#### Description of the task
Locate and copy each line in the data that contains the word "SourceGraphic".

#### Stored entries
-- -- --
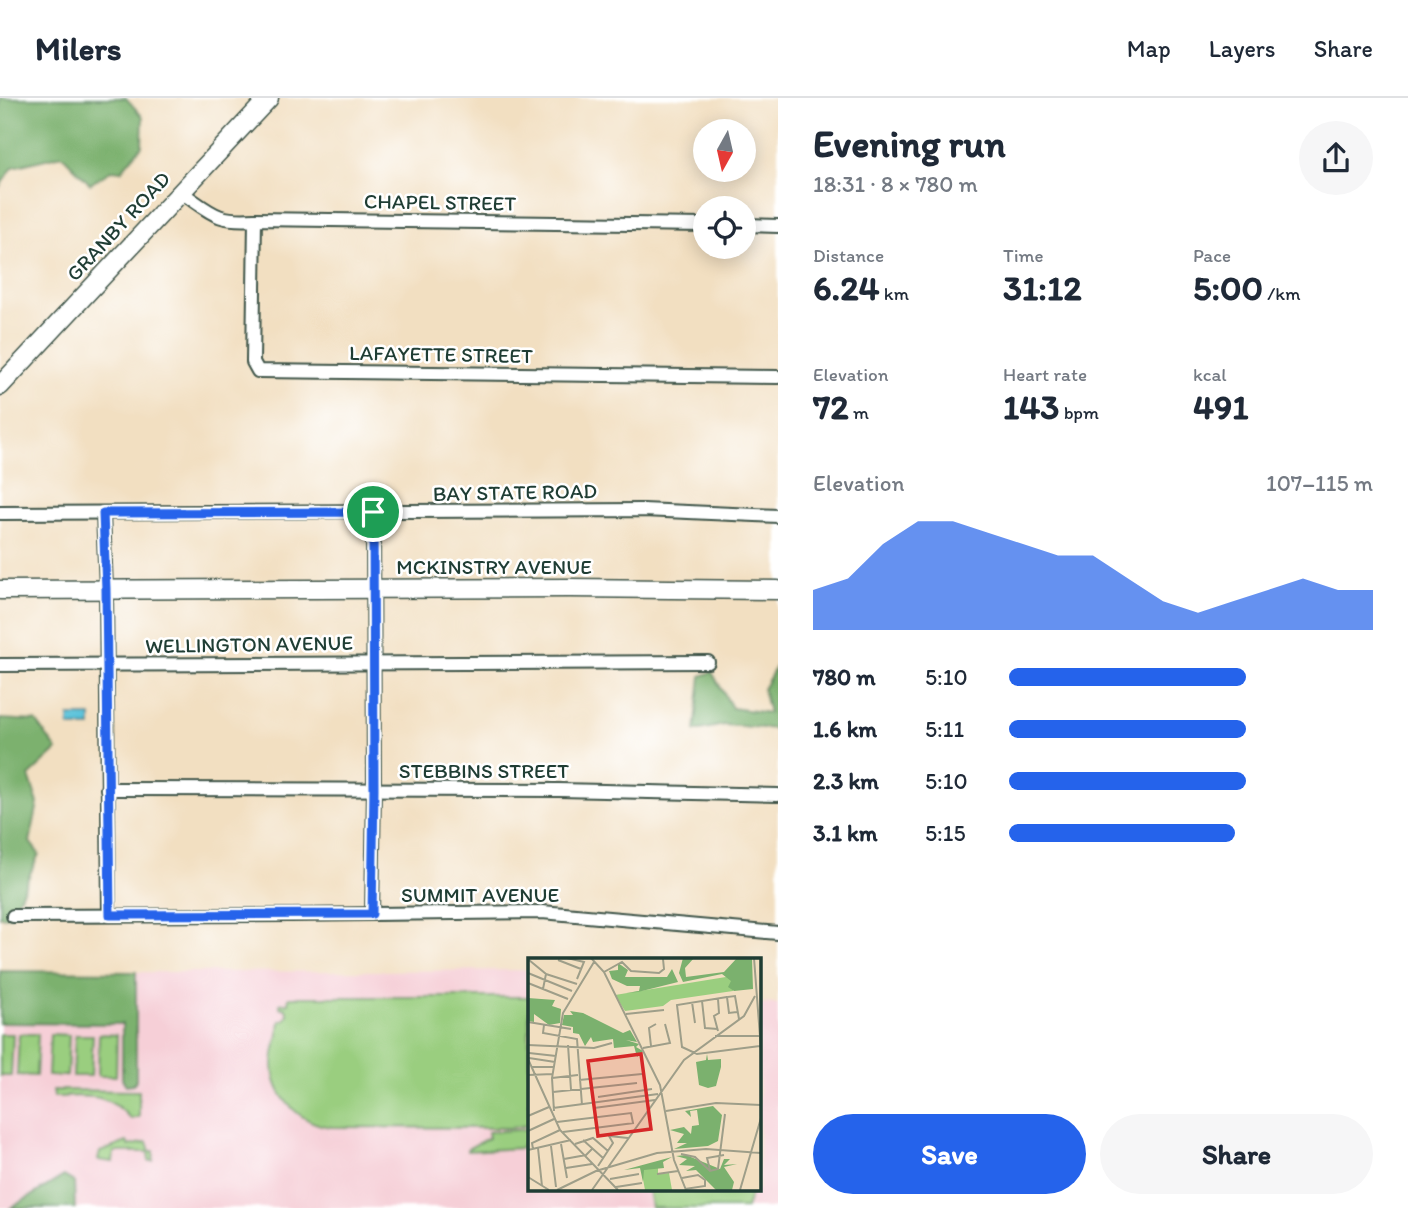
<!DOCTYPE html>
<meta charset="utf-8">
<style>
body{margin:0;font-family:Itim,sans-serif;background:#f6f6f7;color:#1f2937;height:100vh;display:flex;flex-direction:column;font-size:26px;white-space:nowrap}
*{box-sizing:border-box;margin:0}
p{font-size:23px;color:#747a83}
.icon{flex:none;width:38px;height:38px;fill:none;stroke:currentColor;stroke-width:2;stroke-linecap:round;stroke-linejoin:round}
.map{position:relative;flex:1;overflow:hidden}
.panel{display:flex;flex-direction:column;background:#fff;width:630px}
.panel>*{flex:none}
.needle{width:46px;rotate:188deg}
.fabs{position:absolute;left:693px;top:21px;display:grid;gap:14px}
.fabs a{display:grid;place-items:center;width:63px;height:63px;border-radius:50%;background:#fff;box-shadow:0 4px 18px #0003;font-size:35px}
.pin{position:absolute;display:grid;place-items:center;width:60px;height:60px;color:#fff;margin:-30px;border:4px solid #fff;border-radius:50%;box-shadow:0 2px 7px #0007}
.round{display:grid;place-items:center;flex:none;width:74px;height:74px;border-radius:37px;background:#f6f6f7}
.head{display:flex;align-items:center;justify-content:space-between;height:119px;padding:0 35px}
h1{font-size:38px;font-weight:700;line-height:52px}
.metrics{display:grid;grid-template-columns:repeat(3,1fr);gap:10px;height:119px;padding:7px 35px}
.metrics div{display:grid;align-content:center}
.metrics b{font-size:35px;font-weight:700}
.metrics small{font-size:19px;font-weight:400}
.metrics p{font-size:19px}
.chart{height:196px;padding:14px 35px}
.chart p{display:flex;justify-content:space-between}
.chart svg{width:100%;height:126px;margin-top:7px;fill:#2563eb;opacity:.7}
.action{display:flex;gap:14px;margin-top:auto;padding:14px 35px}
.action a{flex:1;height:80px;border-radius:42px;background:#2563eb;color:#fff;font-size:28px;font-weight:700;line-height:80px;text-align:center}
.action a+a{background:#f6f6f7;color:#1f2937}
ul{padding:0 35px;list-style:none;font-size:23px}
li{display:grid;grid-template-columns:112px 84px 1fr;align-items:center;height:52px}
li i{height:18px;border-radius:9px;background:#2563eb}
header{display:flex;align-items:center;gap:42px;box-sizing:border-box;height:98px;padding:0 35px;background:#fff;border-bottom:2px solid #e0e1e3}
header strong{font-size:33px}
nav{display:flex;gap:38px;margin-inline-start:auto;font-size:24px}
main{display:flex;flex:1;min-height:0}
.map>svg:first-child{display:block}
</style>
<header>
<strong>Milers</strong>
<nav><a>Map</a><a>Layers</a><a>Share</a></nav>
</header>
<main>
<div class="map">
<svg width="778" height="1110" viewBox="0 0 778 1110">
<rect width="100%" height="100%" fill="#fff"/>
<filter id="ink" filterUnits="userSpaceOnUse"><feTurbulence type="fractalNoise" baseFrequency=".0143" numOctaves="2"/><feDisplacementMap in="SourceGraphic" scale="14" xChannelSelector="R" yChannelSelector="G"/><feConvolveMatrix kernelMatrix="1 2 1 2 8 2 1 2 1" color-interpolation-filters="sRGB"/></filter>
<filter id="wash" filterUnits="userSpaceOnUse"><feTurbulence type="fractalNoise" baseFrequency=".00686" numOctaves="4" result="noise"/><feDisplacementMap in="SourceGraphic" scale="28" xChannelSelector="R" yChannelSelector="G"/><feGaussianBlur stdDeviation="1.57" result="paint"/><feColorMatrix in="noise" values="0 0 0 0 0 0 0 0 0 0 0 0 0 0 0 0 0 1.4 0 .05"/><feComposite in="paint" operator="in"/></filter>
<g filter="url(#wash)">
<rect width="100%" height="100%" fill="#f2dfc1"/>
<path fill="#f6cfd7" d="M 527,872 L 526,883 L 530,884 L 530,1091 L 759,1091 L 759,905 L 778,906 L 778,1110 L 0,1110 L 0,875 Z"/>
<g fill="#9ace7f" stroke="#5c865a" stroke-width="2">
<path d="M 289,899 L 529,899 L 529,1027 L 509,1030 L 332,1029 C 301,1026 273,999 273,967 C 273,952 279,938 280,923 L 285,922 L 288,917 L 286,911 L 280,909 L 280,906 L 288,905 Z"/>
<path d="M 0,936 L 13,936 L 11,978 L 0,978 Z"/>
<path d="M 19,936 L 38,936 L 36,978 L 17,977 Z"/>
<path d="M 50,936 L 69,937 L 67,978 L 48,978 Z"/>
<path d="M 99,936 L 117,937 L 116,978 L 98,978 Z"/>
<path d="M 75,937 L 93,937 L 91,978 L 73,978 Z"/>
<path d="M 53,992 L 139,993 L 139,1019 L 131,1021 C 107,994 88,998 54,999 Z"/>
<path d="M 529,1031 L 529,1045 L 522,1046 L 522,1050 L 467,1053 L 467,1051 L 488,1040 L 488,1034 Z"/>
<path d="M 127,1044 L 129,1048 L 147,1044 L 150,1053 L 154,1053 L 153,1063 L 149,1063 L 148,1054 L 114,1054 L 113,1064 L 98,1062 L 100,1054 Z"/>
<path d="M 648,1091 L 753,1091 L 746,1110 L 651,1110 Z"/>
</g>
<g fill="#7bb16e" stroke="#4d7751" stroke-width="2">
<path d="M 0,0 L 126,0 L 143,19 L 142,48 L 121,73 L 112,72 L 90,86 L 62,57 L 13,69 L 0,88 Z"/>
<path d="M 778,565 L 778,631 L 724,627 L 695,633 L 701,578 L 712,574 L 732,610 L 769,615 L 763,591 Z"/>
<path d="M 0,621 L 36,623 L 57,652 L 29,678 L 38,705 L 30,744 L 39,756 L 11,818 L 0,819 Z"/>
<path d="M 0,873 L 136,874 L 136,983 L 133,986 L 126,987 L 122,981 L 122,926 L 0,925 Z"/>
<path d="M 64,1078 L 74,1084 L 75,1110 L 11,1110 Z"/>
</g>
<rect fill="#5cc2da" stroke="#3e8087" stroke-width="2" x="69" y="618" width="22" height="11"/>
</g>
<g filter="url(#ink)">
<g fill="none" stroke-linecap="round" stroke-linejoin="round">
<g stroke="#3f5549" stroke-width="16">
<g id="street">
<path d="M 181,94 C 212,115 216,124 255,121 L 705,127"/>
<path d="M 255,121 L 253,264 L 258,273 L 778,279"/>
<path d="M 744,127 L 778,128"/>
<path d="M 0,415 L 643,412 L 778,418"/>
<path d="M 103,415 L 106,491 L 109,817"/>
<path d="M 0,567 L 708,564"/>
<path d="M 107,691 L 559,692 L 778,697"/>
<path d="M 372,816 L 374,691 L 373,414"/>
<path d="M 13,818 L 291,817 L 542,814 L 778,835"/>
</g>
</g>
<g stroke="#3f5549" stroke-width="21">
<g id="secondary">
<path d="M 0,288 L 269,0"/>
<path d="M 0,492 L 570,490 L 778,492"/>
</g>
</g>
<use href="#street" stroke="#fff" stroke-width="12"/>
<use href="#secondary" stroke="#fff" stroke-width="18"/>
</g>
</g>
<g fill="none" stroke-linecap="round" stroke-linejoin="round" filter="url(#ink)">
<g stroke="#fff" stroke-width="14">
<path id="route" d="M 373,414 L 374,691 L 372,816 L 110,817 L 106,491 L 103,415 Z"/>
</g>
<use href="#route" stroke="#2563eb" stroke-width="9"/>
</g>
<g text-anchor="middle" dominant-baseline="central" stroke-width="5" stroke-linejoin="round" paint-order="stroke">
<g font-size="21" fill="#1f3d34" stroke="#fff">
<text transform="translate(440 104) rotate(1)">CHAPEL STREET</text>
<text transform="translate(118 128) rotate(-47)">GRANBY ROAD</text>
<text transform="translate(441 256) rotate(1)">LAFAYETTE STREET</text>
<text transform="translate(515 394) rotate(-1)">BAY STATE ROAD</text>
<text x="494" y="468">MCKINSTRY AVENUE</text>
<text transform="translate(249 546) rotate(-1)">WELLINGTON AVENUE</text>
<text x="484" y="672">STEBBINS STREET</text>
<text x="480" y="796">SUMMIT AVENUE</text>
</g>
</g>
<g transform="translate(528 860)">
<rect width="233" height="233" fill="#f2dfc1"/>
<path d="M 204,18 L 205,33 L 143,42 L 135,48 L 97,53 L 87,37 ZM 130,208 L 130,216 L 141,215 L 144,232 L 117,232 L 113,210 Z" fill="#9ace7f"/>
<path d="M 155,0 L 166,0 L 157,10 L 158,19 L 196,14 L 209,0 L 224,0 L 225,31 L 206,33 L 200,29 L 203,23 L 194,16 L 155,24 L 151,15 ZM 90,5 L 100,12 L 97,19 L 139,19 L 144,11 L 150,24 L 110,34 L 98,35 L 111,33 L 112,28 L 99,28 L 84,21 L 81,13 L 90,12 ZM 0,40 L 27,42 L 24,48 L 33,51 L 32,65 L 21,67 L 6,56 L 6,64 L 0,63 ZM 42,53 L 55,55 L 95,75 L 102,72 L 109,84 L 98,82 L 111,86 L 108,89 L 115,93 L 109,99 L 106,88 L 86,90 L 85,81 L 65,84 L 63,79 L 57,88 L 51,76 L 45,75 L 45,69 L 34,67 L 36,57 L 45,57 ZM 179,96 L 180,102 L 193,101 L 193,109 L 188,128 L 180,130 L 171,127 L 168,104 L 178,102 ZM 185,148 L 194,157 L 190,183 L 180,188 L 146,191 L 159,185 L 149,185 L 156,176 L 142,172 L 156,169 L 163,176 L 164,168 L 171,167 L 169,152 L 162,153 L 163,159 L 157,153 ZM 158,197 L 192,211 L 196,201 L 202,201 L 196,207 L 209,206 L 196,209 L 206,224 L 204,232 L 188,232 L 168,212 L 158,213 L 167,208 L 151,207 L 159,201 L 148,198 ZM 144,199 L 135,204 L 136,210 L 116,212 L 115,224 L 112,210 L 96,212 Z" fill="#7bb16e"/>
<path fill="none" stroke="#9e9e89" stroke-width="2" d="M 39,0 L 56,4 L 49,21M 63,0 L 76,14 L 132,127 L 146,202 L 158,232M 226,0 L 233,92M 1,2 L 18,16 L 15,31M 30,2 L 53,11M 76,14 L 94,4 L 103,13 L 131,15 L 136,11 L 135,1M 0,15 L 44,33M 18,16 L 49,26M 0,25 L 40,41M 199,39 L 149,47 L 154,89 L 169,96 L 232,88M 190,41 L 191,55 L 186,58 L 190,73M 174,43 L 177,70 L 190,71M 164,44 L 167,65M 209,54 L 201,55 L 199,39 L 207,38 L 211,61M 98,56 L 136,52M 0,64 L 43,71M 16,67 L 15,75 L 49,81 L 54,147M 187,78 L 231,78M 0,87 L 66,90 L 84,85M 40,87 L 43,132M 123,88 L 121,70 L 128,66M 115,90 L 142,85 L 137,66M 1,95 L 28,98M 1,100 L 27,104M 0,101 L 32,172 L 90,232M 4,109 L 26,109M 0,117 L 25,116M 24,120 L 50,117M 51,122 L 114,116M 25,134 L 109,125M 70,139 L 124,131M 25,150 L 130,136M 66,150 L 127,142M 26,153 L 24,120 L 35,55 L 66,4M 138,153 L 188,145 L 233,147M 0,158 L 21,149M 29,164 L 103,155 L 105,165M 0,173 L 26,161M 35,174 L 106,165M 55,182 L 75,200M 33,186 L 39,220M 47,186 L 65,180 L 80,193M 23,188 L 28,229M 10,190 L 14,228M 5,191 L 4,185 L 32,172M 0,192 L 43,182M 153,196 L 167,199 L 182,213 L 190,211 L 197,156M 36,201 L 58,197 L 64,191M 70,208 L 85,185 L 81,178 L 100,180M 38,210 L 64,206M 182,212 L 179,200 L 196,197M 129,216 L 150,213M 0,219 L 21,232M 154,220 L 170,217 L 177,222 L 177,228 L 157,231M 82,221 L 111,216M 88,229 L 114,225M 29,232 L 68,213 L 129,195 L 178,191 L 233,195M 64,232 L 156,102 L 216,58 L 227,38M 212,232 L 233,160"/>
<path fill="#d62828" fill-opacity="0.15" stroke="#d62828" stroke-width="3.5" d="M 113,96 L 123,171 L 70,178 L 60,103 Z"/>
<rect width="233" height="233" fill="none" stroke="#1f3d34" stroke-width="3.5"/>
</g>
</svg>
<div class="fabs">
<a><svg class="needle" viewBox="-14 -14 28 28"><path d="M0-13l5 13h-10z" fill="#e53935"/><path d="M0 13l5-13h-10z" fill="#747a83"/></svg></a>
<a><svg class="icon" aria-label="locate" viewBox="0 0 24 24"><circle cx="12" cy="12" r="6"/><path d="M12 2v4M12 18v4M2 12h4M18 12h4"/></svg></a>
</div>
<div class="pin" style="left:373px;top:414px;background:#1e9e55"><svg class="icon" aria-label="arrive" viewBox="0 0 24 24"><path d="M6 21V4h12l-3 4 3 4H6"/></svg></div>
</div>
<section class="panel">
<div class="head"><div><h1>Evening run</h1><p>18:31 · 8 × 780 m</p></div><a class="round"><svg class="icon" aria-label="share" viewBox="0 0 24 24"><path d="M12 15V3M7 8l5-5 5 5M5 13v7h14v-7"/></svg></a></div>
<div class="metrics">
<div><p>Distance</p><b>6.24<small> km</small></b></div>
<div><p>Time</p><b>31:12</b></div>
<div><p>Pace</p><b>5:00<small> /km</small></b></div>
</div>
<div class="metrics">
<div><p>Elevation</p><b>72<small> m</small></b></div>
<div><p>Heart rate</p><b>143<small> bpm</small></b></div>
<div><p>kcal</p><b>491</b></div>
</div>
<div class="chart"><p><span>Elevation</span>107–115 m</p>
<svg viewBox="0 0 160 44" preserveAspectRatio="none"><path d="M0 44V30L10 26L20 14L30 6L40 6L50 10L60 14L70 18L80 18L90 26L100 34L110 38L120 34L130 30L140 26L150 30L160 30V44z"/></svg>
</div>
<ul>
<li><b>780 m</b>5:10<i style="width:65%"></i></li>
<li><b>1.6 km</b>5:11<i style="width:65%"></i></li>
<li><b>2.3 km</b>5:10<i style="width:65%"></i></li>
<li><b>3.1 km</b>5:15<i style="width:62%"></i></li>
</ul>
<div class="action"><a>Save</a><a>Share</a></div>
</section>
</main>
-- -- --
#### Exercise answer
<filter id="ink" filterUnits="userSpaceOnUse"><feTurbulence type="fractalNoise" baseFrequency=".0143" numOctaves="2"/><feDisplacementMap in="SourceGraphic" scale="14" xChannelSelector="R" yChannelSelector="G"/><feConvolveMatrix kernelMatrix="1 2 1 2 8 2 1 2 1" color-interpolation-filters="sRGB"/></filter>
<filter id="wash" filterUnits="userSpaceOnUse"><feTurbulence type="fractalNoise" baseFrequency=".00686" numOctaves="4" result="noise"/><feDisplacementMap in="SourceGraphic" scale="28" xChannelSelector="R" yChannelSelector="G"/><feGaussianBlur stdDeviation="1.57" result="paint"/><feColorMatrix in="noise" values="0 0 0 0 0 0 0 0 0 0 0 0 0 0 0 0 0 1.4 0 .05"/><feComposite in="paint" operator="in"/></filter>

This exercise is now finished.